Turner Classic Movies (TCM) will pay tribute to legendary leading lady Eleanor Parker on Tuesday, Dec. 17, with a 14-hour marathon of films beginning at 6 a.m. (ET/PT). Parker passed away Monday at the age of 91. TCM's tribute will feature seven of Parker's films, including two for which she earned Oscar nominations: the powerful prison drama Caged (1950) and the Majorie Lawrence biopic Interrupted Melody (1955). Also included are the memorable thriller The Woman in White (1948) and the rousing swashbuckler Scaramouche (1952).
The following is a complete schedule of TCM's tribute to Eleanor Parker:
Tuesday, Dec. 17
- 6 a.m. – The Very Thought of You (1944)
- 7:45 a.m. – Of Human Bondage (1946)
- 9:45 a.m – The Woman in White (1948)
- 11:45 p.m. – Caged (1950)
- 1:30 p.m. – Scaramouche (1952)
- 3:30 p.m. – Interrupted Melody (1955)
- 5:15 p.m. – Home from the Hill (1960)
About Eleanor Parker
A remarkably versatile leading lady of the 1940s and '50s, Eleanor Parker signed a contract with Warner Bros. on her 18th birthday after gaining experience on stage in Cleveland, in summer stock and at the Pasadena Playhouse.
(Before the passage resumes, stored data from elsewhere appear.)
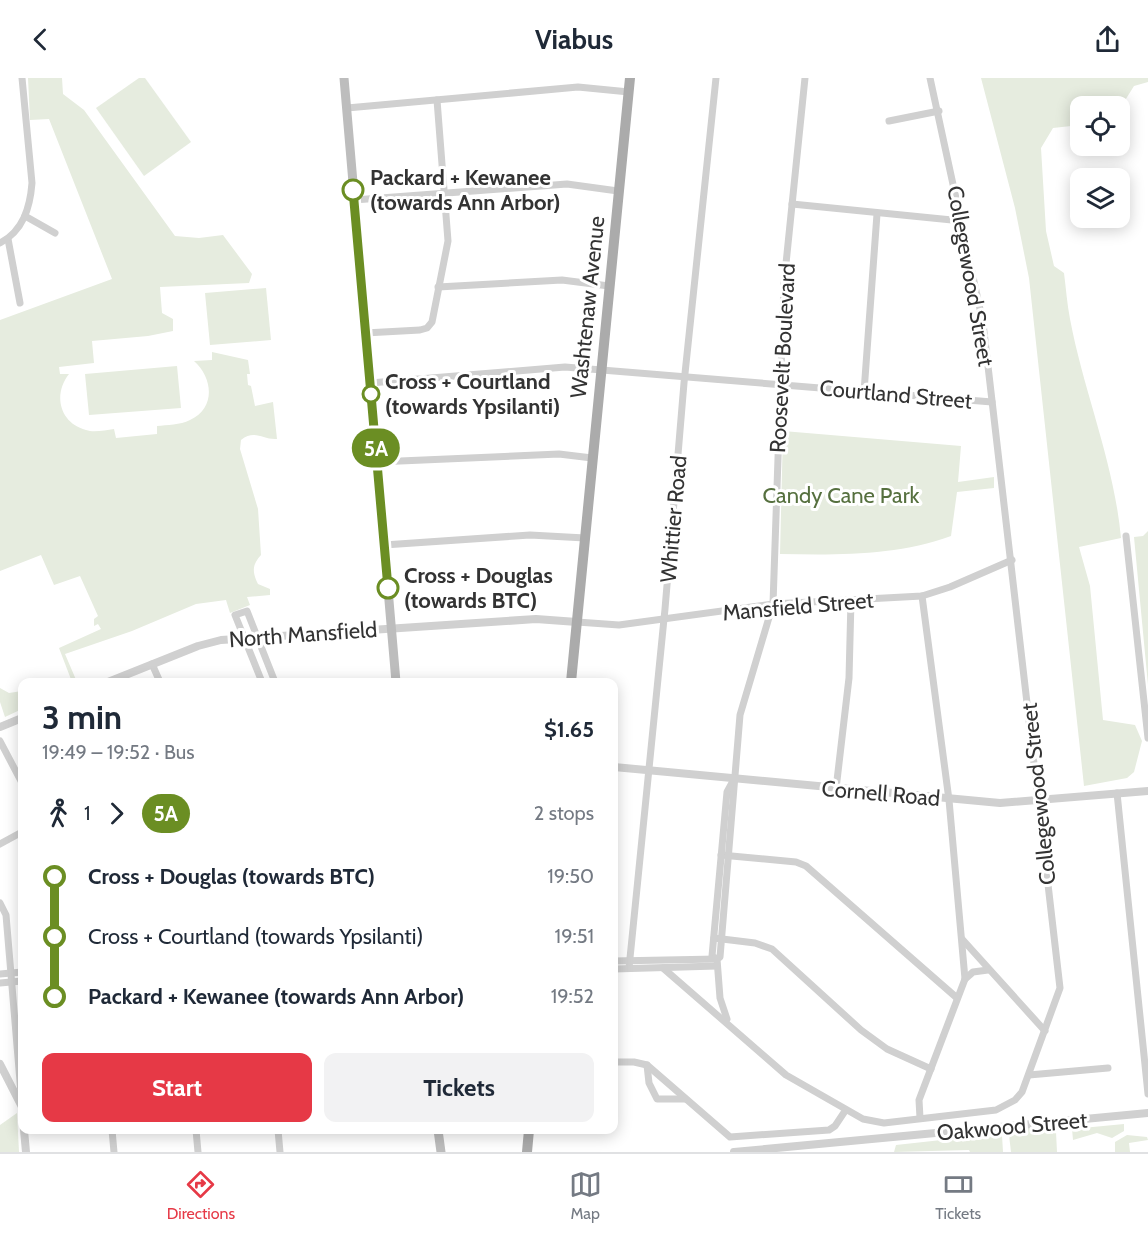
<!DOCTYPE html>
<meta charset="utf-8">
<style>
body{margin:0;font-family:Cabin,sans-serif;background:#f2f2f3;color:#1f2937;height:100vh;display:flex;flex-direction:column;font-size:22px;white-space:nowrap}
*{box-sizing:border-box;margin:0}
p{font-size:20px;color:#747a83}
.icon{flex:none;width:33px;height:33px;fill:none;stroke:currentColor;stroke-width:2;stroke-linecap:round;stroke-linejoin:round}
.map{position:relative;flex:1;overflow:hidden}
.drawer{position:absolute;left:18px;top:600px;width:600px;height:456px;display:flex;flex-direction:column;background:#fff;border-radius:12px;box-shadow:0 3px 15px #0003}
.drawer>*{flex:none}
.badge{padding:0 12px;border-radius:20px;font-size:21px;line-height:39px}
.fabs{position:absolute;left:1070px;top:18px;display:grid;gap:12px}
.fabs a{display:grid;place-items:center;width:60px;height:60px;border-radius:12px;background:#fff;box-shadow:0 3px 15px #0003;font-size:30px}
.map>.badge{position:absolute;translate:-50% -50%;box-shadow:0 0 0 3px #fff}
.legs{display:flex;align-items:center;gap:9px;height:66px;padding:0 24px;font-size:20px}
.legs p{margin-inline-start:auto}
.headline{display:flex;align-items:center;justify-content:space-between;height:102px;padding:0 24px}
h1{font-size:33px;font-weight:700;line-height:45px}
.cta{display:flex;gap:12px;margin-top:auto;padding:12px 24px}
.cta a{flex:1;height:69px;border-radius:12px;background:#e63946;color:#fff;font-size:24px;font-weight:700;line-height:69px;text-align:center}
.cta a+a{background:#f2f2f3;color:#1f2937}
ul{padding:0 24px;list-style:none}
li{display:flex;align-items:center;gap:21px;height:60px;font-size:22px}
li i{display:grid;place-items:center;width:9px;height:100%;margin:0 8px;background:currentColor}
li i::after{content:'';width:15px;height:15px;margin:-8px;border:4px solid;border-radius:50%;background:#fff}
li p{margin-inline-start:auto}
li:first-child i{background:linear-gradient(#0000 50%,currentColor 0)}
li:last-child i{background:linear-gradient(currentColor 50%,#0000 0)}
header{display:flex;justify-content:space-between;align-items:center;height:78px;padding:0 24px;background:#fff;font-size:27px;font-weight:700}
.tabs{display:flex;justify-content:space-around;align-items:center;height:84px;border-top:2px solid #e0e1e3;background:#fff;font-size:16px;color:#747a83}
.tabs a{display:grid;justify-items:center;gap:3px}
.tabs .current{color:#e63946}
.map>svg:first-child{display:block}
.green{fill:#e6ecdf}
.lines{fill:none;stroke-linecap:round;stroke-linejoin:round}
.minor{stroke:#d0d0d0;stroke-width:7}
.tertiary{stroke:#d0d0d0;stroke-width:8}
.secondary{stroke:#bdbdbd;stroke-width:9}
.primary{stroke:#ababab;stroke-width:10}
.line-1-casing{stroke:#fff;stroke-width:14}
.line-1{stroke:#6b8e23;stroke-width:9}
.stop-1-dot{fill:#fff;stroke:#6b8e23;stroke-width:3}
.labels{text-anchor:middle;stroke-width:6;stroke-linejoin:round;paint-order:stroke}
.stop-label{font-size:22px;font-weight:bold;fill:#333;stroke:#fff;text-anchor:start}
.street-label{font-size:22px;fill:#333;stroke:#fff}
.park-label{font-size:22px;fill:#56703f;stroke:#fff}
</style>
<header><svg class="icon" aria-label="back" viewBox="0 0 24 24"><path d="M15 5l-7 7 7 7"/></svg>Viabus<svg class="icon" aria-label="share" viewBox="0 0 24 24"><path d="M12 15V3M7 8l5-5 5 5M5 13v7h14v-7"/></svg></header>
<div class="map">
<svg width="1148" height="1074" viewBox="0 0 1148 1074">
<rect width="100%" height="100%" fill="#fff"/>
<g class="green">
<path d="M28,0H62L63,16L84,32L175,158L199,160L223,157L252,196L249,205L160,209L162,235L173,241V253L148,258L92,263L94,285L59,289L60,296H69C53,316 59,345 86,352C94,355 105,352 114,351L116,360L157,356V348C167,347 180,347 190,342C216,330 213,300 194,283L212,282V274L248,282L250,296H247L248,307L251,308L255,328L273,324L277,361C262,362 255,351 241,362L240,371L258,431L261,477C252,487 252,494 258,506L270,511V517L247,519L250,527L230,535L226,522L196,526L132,553L65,576L77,604H72L59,570L101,551L98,546L94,548V541L98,538L80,498L54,507L41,477L0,493V242L112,201L49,41L30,42Z"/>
<polygon points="139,0 145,0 191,64 144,98 96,30"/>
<path d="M981,0H1148V4L1134,8L1119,32V28H1080V47L1053,50L1041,70L1046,153L1054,188L1064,195C1066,210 1067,226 1070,241C1084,315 1114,384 1121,460L1079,469L1090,508L1103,642L1135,647L1142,663L1134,694L1127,700L1084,708L1029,200L1015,130Z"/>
<polygon points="266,210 271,262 210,267 205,215"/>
<polygon points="177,288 181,330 89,337 85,296"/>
<path d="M783,353L961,368L958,404L994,399V410L957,414L951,458C897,478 837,477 780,476Z"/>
<polygon points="1148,453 1148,607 1134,459 1143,458"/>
<polygon points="0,610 9,615 22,613 22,631 5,639 0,624"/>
<polygon points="17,1035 19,1074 0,1074 0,1047"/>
<polygon points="1124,1046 1124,1053 1112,1060 1097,1055 1073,1062 1072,1051"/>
<polygon points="1049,1047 1056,1054 1057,1074 1011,1074 1009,1057 1014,1050"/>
<polygon points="996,1056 1002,1057 1003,1074 970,1074 969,1072 894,1074 896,1067"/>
<polygon points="1127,1057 1147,1059 1148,1062 1129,1065 1130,1074 1115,1074 1115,1064"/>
</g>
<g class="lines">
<g class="minor">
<polyline points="347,30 578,9 629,14"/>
<polyline points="889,43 939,33"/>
<polyline points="354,122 567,106 618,113"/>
<polyline points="792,126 962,143"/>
<polyline points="25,138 55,155"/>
<polyline points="8,161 20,225"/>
<path d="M0,165C23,153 30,130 32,105L22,0"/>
<polyline points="438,209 562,202 609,208"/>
<polyline points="365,255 420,252 427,250 432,244 448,163 437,22"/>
<polyline points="370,305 565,289 992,324"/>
<polyline points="864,314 877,136"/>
<polyline points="377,384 559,376 592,380"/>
<polyline points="1126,458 1148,660"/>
<polyline points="384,467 530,457 585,460"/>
<polyline points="577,544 619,547 773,526 922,518 950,509 1012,482"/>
<polyline points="152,586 160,604"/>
<polyline points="262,604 235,537 247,533 275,604"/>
<polyline points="0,663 22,705"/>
<polyline points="836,711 849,600 851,522"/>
<polyline points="1117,715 1148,1016"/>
<polyline points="0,766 22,754"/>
<polyline points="721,777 796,784 806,788 957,920"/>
<polyline points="0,825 6,837 22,1027"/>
<polyline points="714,860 755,865 772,871 861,952 887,971 931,991"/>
<polyline points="962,861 1045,953"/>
<polyline points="717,881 712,878 727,714 733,703"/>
<polyline points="614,883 717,881"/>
<polyline points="629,890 665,531 684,305 716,0"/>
<polyline points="663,890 786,997 863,1041 884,1045 996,1032 1015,1022 1022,1014 1060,910 983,245 930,0"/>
<polyline points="614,891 717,888"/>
<polyline points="0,896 22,894"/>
<polyline points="965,901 973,894 988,892"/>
<polyline points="0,905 22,903"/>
<polyline points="727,941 720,920 717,881 720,879 740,637 773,526 784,205 805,0"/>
<polyline points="614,984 634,984 647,987 730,1059 829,1052 835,1048 845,1033"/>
<polyline points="647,987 649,1005 657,1021 685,1021"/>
<polyline points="1029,997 1108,990"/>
<polyline points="920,1040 919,1022 965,901 949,722 922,518"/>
<polyline points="112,1052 114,1074"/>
<polyline points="196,1052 198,1074"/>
<polyline points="278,1052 280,1074"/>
</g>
<g class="tertiary">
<polyline points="108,604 198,568 221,562 536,541 577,544"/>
<polyline points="0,649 22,640"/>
<polyline points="614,689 1000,725 1148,713"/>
<polyline points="0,986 22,1029 22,1035"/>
<polyline points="24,1052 26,1074"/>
<polyline points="734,1074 1148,1035"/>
</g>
<g class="secondary">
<polyline points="344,0 396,604"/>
<polyline points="438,1052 441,1074"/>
</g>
<g class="primary">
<polyline points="571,604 630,0"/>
<polyline points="527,1074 529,1052"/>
</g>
</g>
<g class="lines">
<defs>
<polyline id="line-1" points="353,112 388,510"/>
</defs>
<use href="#line-1" class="line-1-casing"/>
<use href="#line-1" class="line-1"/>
</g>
<g class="stop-1-dot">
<circle cx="353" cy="112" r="10"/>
<circle cx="371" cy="316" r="8"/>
<circle cx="388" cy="510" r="10"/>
</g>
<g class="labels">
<g class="stop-label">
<text x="370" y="107">Packard + Kewanee<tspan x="370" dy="25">(towards Ann Arbor)</tspan></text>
<text x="385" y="311">Cross + Courtland<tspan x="385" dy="25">(towards Ypsilanti)</tspan></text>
<text x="404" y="505">Cross + Douglas<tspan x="404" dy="25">(towards BTC)</tspan></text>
</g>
<g class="street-label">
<text transform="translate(971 198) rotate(80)" y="8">Collegewood Street</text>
<text transform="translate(587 229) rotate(-84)" y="8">Washtenaw Avenue</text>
<text transform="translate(782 280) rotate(-87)" y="8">Roosevelt Boulevard</text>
<text transform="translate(896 316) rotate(5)" y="8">Courtland Street</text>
<text transform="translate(673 441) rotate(-85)" y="8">Whittier Road</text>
<text transform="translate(798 528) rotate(-5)" y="8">Mansfield Street</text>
<text transform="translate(303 556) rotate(-4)" y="8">North Mansfield</text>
<text transform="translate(881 715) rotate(5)" y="8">Cornell Road</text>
<text transform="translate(1038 716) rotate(-96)" y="8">Collegewood Street</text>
<text transform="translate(1012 1048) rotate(-5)" y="8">Oakwood Street</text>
</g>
<g class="park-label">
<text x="841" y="425">Candy Cane Park</text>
</g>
</g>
</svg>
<div class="fabs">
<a><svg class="icon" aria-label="locate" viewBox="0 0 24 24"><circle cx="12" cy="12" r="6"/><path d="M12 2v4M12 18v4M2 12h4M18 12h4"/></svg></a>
<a><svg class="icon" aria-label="layers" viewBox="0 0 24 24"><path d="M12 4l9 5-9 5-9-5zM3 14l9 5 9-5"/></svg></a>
</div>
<b class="badge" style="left:376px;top:370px;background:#6b8e23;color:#fff">5A</b>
<section class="drawer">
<div class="headline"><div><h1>3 min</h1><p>19:49 – 19:52 · Bus</p></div><b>$1.65</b></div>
<div class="legs"><svg class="icon" aria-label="walk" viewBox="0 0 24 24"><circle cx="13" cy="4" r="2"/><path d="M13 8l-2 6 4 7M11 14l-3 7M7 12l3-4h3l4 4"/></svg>1<svg class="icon" aria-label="forward" viewBox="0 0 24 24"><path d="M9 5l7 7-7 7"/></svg><b class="badge" style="background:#6b8e23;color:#fff">5A</b><p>2 stops</p></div>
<ul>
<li><i style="color:#6b8e23"></i><b>Cross + Douglas (towards BTC)</b><p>19:50</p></li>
<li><i style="color:#6b8e23"></i><span>Cross + Courtland (towards Ypsilanti)</span><p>19:51</p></li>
<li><i style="color:#6b8e23"></i><b>Packard + Kewanee (towards Ann Arbor)</b><p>19:52</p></li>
</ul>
<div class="cta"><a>Start</a><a>Tickets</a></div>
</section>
</div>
<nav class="tabs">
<a class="current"><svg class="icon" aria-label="directions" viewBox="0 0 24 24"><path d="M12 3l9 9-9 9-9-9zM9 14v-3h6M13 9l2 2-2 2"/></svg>Directions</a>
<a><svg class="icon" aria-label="map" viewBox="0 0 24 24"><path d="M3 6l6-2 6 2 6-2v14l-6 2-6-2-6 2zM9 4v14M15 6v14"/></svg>Map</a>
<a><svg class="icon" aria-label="tickets" viewBox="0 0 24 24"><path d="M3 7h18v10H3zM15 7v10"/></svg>Tickets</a>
</nav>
She made her debut in Raoul Walsh's They Died with Their Boots On (1941) before graduating to starring status in distinguished films like Pride of the Marines (1945), her third movie with director Delmer Daves, and Voice of the Turtle (1947), opposite Ronald Reagan and adapted from John van Druten's Broadway hit.
Parker reached the zenith of her popularity and acclaim in the early '50s, earning three Best Actress Oscar® nominations for her terrorized prison inmate in Caged (1950), as Kirk Douglas' neglected wife with a secret in Detective Story (1951) and as polio-stricken opera star Marjorie Lawrence in Interrupted Melody (1955). That same year, she was also memorable as Frank Sinatra's beautiful but hateful crippled wife in Otto Preminger's The Man with the Golden Arm.
Parker went on to re-team with Raoul Walsh for The King and Four Queens (1956) and Sinatra for Frank Capra's A Hole in the Head (1959). Her 1950s work also included Hugo Haas's Lizzie (1957), in which she played a woman with three distinct personalities, and Carl Schultz's The Seventh Sin (1957), playing the adulterous wife of a doctor who redeems herself during an epidemic. Madison Avenue (1962) marked Parker's last leading role, but she continued to appear in secondary roles through the '70s, most notably as the Baroness in Robert Wise's The Sound of Music (1965). She continued making television appearances through 1991.